An ultrasensitive electrochemical sensor for phospholipase C (PLC) was developed via dual signal amplification based on metal-free visible-light induced atom transfer radical polymerization (MVL ATRP) and Ag nanoparticles (AgNPs). The environment-friendly MVL ATRP method was used to form aldehyde based polymers on the electrode surface, providing more reaction sites for further silver mirror reaction. In addition, a large number of electrically active AgNPs were obtained through efficient and low-cost silver mirror reaction, which improved the detection signal. Under the optimal conditions, the proposed sensor showed a linear response from 1 mU/L to 106 mU/L for PLC with a detection limit of 0.1032 mU/L (S/N = 3). Most importantly, the sensor was successfully applied to detect PLC in non-tumor cells (MCF-10A) and tumor cells (MCF-7, MDA-MB-231).
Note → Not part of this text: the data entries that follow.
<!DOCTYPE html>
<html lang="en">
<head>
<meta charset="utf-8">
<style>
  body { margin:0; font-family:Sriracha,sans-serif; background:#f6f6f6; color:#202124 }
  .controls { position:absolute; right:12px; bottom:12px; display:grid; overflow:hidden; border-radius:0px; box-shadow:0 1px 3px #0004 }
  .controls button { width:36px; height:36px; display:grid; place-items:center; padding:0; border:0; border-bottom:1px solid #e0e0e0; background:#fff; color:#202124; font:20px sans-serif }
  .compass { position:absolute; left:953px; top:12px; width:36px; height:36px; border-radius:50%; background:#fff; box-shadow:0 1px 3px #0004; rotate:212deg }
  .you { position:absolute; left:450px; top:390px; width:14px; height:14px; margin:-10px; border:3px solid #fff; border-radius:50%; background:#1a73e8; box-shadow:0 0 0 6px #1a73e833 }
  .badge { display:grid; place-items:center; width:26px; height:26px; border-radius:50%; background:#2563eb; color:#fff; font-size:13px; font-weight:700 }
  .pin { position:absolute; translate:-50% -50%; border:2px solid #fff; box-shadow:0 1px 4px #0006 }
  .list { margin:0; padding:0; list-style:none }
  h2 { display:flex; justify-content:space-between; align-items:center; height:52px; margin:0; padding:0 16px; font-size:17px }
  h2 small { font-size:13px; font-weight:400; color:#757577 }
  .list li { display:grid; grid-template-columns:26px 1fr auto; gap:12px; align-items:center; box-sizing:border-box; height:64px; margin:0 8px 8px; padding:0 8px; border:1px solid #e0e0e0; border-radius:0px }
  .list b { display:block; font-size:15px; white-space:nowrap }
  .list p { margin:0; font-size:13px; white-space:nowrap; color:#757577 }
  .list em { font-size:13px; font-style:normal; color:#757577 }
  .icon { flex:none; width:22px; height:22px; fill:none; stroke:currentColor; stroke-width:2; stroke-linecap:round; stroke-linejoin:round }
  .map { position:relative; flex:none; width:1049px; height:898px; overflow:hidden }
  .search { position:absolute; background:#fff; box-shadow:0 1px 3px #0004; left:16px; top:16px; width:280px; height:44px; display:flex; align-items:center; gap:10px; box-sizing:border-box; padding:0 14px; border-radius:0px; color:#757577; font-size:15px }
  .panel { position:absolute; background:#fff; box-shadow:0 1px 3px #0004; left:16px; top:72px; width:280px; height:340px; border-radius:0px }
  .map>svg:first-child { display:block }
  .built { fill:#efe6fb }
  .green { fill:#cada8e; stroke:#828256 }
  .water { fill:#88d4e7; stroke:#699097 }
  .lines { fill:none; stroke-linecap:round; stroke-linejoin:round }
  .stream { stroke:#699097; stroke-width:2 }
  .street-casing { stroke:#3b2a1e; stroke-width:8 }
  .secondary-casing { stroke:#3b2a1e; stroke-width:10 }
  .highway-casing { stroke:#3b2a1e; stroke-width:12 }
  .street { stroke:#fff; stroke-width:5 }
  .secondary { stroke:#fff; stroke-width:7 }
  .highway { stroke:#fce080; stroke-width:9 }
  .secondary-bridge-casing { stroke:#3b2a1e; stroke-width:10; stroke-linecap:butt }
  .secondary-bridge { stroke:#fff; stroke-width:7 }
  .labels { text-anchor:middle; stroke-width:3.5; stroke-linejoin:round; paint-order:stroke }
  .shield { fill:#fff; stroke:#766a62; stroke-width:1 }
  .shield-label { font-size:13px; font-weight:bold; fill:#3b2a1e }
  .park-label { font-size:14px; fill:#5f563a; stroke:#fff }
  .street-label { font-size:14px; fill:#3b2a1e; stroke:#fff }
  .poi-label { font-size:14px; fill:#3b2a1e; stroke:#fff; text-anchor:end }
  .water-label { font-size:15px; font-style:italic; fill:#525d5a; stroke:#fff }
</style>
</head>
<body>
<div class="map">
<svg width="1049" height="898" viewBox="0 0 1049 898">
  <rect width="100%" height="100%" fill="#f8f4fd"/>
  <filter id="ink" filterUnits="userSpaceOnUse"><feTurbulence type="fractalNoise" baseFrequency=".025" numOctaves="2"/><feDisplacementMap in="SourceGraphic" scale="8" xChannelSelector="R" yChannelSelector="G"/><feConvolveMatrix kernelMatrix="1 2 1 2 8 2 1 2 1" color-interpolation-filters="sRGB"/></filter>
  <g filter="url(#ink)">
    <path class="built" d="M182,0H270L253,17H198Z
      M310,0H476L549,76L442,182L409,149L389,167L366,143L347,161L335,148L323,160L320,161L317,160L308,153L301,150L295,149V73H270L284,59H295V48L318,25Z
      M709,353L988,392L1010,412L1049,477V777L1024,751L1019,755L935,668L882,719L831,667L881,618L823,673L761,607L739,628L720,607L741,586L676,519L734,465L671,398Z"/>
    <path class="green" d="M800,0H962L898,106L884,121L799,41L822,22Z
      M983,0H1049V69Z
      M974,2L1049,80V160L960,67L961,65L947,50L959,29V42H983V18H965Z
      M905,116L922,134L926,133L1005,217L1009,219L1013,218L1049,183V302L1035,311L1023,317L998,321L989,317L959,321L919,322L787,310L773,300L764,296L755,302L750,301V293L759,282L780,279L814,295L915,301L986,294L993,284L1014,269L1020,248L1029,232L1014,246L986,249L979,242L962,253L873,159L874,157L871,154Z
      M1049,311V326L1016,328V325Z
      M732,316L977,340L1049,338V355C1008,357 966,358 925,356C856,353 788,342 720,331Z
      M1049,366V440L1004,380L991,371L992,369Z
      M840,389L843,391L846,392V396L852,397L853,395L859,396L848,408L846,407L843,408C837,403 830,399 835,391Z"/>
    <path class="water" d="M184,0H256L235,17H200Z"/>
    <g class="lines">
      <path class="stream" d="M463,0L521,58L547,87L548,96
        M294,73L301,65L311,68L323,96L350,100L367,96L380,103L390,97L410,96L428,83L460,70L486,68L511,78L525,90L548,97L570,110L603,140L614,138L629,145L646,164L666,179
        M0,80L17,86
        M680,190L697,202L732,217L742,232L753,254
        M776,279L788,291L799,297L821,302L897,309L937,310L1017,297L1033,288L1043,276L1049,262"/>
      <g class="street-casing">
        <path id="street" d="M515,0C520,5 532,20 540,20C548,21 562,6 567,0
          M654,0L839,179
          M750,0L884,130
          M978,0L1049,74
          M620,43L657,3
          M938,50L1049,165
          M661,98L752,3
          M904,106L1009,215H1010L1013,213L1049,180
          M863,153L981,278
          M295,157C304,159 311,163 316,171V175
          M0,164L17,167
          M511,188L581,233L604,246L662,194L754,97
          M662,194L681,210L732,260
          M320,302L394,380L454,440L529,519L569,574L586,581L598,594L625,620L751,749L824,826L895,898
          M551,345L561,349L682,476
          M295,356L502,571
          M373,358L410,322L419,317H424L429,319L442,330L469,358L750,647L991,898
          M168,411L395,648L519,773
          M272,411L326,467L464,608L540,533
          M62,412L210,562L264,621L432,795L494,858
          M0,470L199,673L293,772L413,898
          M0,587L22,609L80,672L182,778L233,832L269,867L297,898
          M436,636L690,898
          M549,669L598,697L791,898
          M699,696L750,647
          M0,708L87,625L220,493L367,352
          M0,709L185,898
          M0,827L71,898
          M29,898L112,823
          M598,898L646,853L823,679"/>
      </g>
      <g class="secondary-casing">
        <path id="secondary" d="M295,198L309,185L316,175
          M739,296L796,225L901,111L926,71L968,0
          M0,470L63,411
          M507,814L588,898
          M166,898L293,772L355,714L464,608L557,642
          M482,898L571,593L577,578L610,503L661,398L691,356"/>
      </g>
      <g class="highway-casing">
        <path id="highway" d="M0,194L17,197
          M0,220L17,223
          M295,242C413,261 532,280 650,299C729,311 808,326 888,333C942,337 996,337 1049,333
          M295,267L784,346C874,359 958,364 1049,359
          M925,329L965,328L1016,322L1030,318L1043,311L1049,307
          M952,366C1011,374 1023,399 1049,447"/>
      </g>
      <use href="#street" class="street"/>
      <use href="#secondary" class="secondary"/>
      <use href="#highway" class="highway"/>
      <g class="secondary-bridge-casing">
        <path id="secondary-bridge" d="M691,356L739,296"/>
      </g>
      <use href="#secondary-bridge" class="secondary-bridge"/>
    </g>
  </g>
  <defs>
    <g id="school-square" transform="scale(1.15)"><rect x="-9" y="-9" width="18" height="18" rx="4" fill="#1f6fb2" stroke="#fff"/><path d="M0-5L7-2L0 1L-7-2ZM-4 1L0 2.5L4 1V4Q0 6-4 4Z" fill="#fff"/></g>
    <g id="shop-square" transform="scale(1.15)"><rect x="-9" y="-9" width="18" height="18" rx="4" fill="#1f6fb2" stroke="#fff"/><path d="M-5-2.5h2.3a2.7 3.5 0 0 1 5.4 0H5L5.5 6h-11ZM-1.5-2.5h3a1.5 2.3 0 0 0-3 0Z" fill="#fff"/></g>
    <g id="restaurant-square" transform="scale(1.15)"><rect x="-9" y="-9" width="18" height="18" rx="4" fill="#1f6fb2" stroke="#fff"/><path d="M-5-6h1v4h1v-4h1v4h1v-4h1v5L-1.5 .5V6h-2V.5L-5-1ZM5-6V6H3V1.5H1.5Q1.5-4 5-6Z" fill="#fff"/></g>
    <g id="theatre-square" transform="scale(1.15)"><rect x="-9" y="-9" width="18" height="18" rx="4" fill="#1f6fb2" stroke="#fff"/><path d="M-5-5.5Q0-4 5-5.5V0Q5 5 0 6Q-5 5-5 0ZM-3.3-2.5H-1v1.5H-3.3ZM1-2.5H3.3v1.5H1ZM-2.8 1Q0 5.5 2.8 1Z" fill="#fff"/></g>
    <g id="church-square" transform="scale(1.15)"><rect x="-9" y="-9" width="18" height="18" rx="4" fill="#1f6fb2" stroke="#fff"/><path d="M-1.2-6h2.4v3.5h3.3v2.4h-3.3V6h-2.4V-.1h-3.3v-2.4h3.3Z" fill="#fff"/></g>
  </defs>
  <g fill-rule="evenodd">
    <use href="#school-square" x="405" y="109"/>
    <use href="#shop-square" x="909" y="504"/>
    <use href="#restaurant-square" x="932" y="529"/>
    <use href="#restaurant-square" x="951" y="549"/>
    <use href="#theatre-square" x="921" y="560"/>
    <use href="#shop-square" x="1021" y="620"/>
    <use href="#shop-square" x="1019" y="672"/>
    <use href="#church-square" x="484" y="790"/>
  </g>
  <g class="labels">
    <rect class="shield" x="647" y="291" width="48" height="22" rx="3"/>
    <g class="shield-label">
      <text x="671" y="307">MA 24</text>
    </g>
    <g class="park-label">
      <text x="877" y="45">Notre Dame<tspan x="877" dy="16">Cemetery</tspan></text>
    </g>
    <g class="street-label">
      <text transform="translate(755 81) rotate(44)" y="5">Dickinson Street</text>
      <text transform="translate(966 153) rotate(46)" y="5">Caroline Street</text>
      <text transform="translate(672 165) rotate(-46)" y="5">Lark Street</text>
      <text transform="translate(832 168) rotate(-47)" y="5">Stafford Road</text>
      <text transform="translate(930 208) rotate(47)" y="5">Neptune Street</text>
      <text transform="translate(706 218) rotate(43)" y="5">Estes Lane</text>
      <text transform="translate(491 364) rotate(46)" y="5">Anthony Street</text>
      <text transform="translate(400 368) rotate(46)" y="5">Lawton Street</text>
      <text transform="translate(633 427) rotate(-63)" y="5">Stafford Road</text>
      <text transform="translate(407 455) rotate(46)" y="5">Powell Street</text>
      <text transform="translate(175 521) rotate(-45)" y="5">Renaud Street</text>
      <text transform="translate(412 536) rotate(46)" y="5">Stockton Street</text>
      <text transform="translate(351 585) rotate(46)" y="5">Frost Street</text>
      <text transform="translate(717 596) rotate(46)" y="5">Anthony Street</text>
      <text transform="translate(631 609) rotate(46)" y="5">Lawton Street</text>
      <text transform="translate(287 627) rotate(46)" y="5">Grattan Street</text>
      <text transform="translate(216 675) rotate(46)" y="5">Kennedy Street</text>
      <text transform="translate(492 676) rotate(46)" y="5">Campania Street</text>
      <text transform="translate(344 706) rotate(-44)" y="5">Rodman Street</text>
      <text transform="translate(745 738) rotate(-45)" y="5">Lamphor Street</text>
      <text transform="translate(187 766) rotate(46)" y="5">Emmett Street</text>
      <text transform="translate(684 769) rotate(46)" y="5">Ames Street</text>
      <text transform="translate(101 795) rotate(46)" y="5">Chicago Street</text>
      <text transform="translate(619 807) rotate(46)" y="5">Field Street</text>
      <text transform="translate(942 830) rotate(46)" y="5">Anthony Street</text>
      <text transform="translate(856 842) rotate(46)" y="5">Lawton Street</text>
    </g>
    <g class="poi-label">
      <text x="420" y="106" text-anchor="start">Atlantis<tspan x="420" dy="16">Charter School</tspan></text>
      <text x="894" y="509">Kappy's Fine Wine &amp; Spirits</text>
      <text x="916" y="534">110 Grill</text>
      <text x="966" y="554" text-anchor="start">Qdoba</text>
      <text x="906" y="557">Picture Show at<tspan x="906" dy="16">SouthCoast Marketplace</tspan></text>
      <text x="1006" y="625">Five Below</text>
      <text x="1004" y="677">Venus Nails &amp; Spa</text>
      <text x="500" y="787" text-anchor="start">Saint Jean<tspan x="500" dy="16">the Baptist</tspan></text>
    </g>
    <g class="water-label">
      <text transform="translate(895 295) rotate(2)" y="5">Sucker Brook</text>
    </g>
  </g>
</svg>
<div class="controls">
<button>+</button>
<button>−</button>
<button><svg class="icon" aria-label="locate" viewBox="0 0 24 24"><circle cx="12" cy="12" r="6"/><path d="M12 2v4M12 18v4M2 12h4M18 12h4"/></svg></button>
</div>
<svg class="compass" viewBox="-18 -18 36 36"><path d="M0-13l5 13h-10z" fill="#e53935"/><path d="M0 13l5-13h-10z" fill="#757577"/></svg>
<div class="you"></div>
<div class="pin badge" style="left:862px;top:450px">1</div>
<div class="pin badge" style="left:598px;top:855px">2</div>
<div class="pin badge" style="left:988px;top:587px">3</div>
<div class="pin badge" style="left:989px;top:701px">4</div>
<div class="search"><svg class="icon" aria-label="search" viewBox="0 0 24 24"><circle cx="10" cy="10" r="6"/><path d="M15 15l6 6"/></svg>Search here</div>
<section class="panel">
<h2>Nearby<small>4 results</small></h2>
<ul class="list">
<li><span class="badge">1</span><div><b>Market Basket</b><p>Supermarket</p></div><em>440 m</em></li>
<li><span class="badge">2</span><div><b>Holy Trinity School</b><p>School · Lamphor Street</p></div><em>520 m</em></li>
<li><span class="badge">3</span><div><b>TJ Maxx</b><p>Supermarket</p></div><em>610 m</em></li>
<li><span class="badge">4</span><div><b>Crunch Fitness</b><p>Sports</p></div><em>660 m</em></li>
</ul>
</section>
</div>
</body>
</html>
The obtained values had no obvious difference with that determined by commercial ELISA kit. When 0.5-10 U/L standard PLC were added into the above cells extracts, the recovery rate was between 96.1% and 102.9%, and the RSD was less than 4.02%. The results showed that the fabricated PLC sensor had acceptable potential in clinical applications.

Automated summary

An ultrasensitive electrochemical sensor for phospholipase C (PLC) was developed using metal-free visible-light induced atom transfer radical polymerization (MVL ATRP) and Ag nanoparticles (AgNPs) for signal amplification. The sensor showed a linear response range of 1-106 mU/L for PLC and a detection limit of 0.1032 mU/L. It successfully detected PLC in non-tumor cells (MCF-10A) and tumor cells (MCF-7, MDA-MB-231) with comparable results to a commercial ELISA kit.